The stakes are higher than ever, and real-time social marketing for these events is increasingly playing as large a role as the accompanying multimillion dollar TV ad spots.
Real-time marketing lets brands take advantage of memorable moments. It is a fit for brands because relevance matters and timing is everything. No one listens to people who interrupt interesting conversations with self-serving snippets. The same works with social.
Marketers should plan to be spontaneous by doing homework. Study the players in the game or people nominated for an award. During big events, you need to have the right resources at your fingertips to respond to opportunities.

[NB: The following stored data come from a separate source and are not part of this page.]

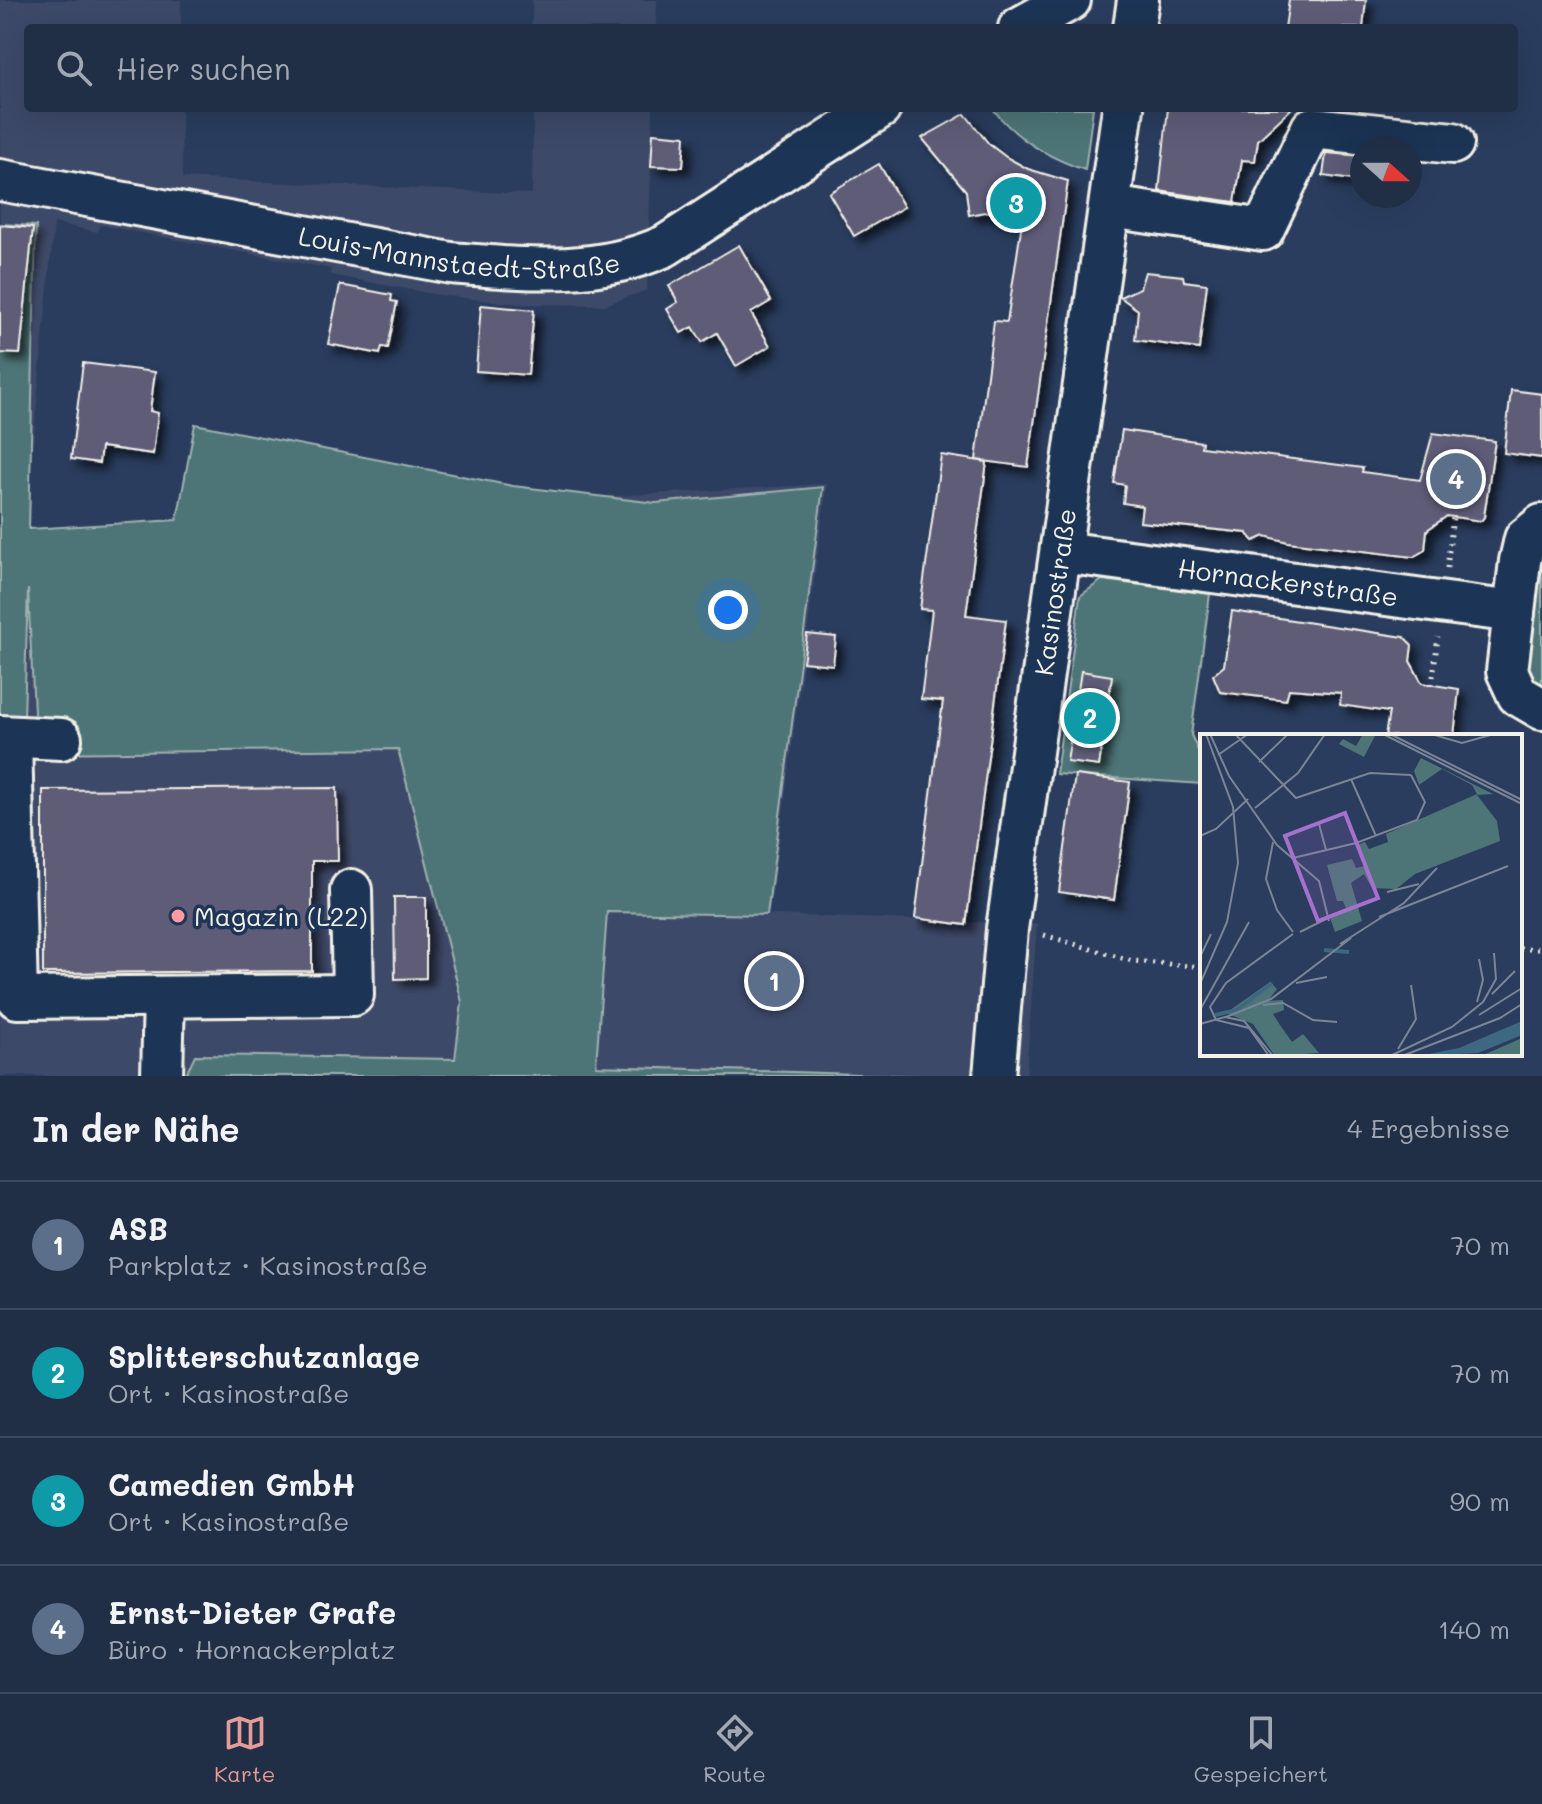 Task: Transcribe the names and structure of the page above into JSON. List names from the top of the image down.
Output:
{
  "streets": {
    "street": ["Louis-Mannstaedt-Straße", "Hornackerstraße", "Kasinostraße"]
  },
  "crossings": [
    ["Hornackerstraße", "Kasinostraße"]
  ],
  "places": ["Magazin (L22)"],
  "north": "right",
  "page": {
    "search": "Hier suchen",
    "pins": [
      "3",
      "4",
      "2",
      "1"
    ],
    "heading": ["In der Nähe", "4 Ergebnisse"],
    "list": [
      {
        "mark": "1",
        "name": "ASB",
        "note": "Parkplatz · Kasinostraße",
        "value": "70 m"
      },
      {
        "mark": "2",
        "name": "Splitterschutzanlage",
        "note": "Ort · Kasinostraße",
        "value": "70 m"
      },
      {
        "mark": "3",
        "name": "Camedien GmbH",
        "note": "Ort · Kasinostraße",
        "value": "90 m"
      },
      {
        "mark": "4",
        "name": "Ernst-Dieter Grafe",
        "note": "Büro · Hornackerplatz",
        "value": "140 m"
      }
    ],
    "nav": ["Karte", "Route", "Gespeichert"]
  }
}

Brands such as Adidas successfully used real-time marketing during last summer’s FIFA World Cup to not only generate millions of mentions, but also double their revenue goals for game merchandise, proving that there is a strong ROI for real-time marketing done well.
Director, global public and analyst relations, Bazaarvoice
Leads PR at network that builds relationships with influencers
It’s an all-too-often occurrence these days: A major cultural event sends the marketing world atwitter over newsjacking. It has been championed as a new tactic that takes PR people from campaign mode to real-time mode.
However, putting aside the fact that newsjacking isn’t new – good PR pros have done this for decades on other channels – the more consequential concern is that the hype surrounding Twitter newsjacking often fails to point to any meaningful ROI. The omission isn’t by chance; it’s a reflection that the emperor is not wearing any clothes.
Perhaps the most often-cited example of newsjacking success is Oreo’s Dunk in the Dark post from the 2013 Super Bowl – an example revered as something akin to Michelangelo’s David for real-time social marketing. Wired noted the post received nearly 15,000 retweets and more than 20,000 likes on Facebook.
But let’s put it in perspective: In the hours following Super Bowl 2015, Gisele Bündchen’s Instagram post with Tom Brady garnered more than 315,000 likes. Maybe that is an unfair comparison, and it also shouldn’t go unmentioned that @Oreo now boasts more than 500,000 followers.
But to what end? I’m yet to find a social monitoring vendor that can correlate followers or retweets to a metric such as sales or loyalty. Nor has Mondelez International been able to answer that question, as Forbes and Fast Company found. Moreover, Dunk in the Dark created no lasting impact on engagement with the brand. Typical Oreo tweets now garner a few hundred favorites and retweets combined – engagement of less than one-tenth of 1% of all followers.
Oreo is just one of dozens of brands heralded for their newsjacking efforts, despite yielding little more than a few soft metrics that bear witness to questionable ROI. Is that worth a team of brand and agency staff waiting in a war room with the hope of exploiting a shining, unforeseeable moment?
Those resources would be better used if they were directed to curating consumer–generated content on brand properties where it can directly and measurably impact both engagement and conversion.
PRWeek’s View: As long as social media is around, brands will continue to spend money on digital driven real-time marketing. But expect companies to continue to get tougher on real results from their efforts.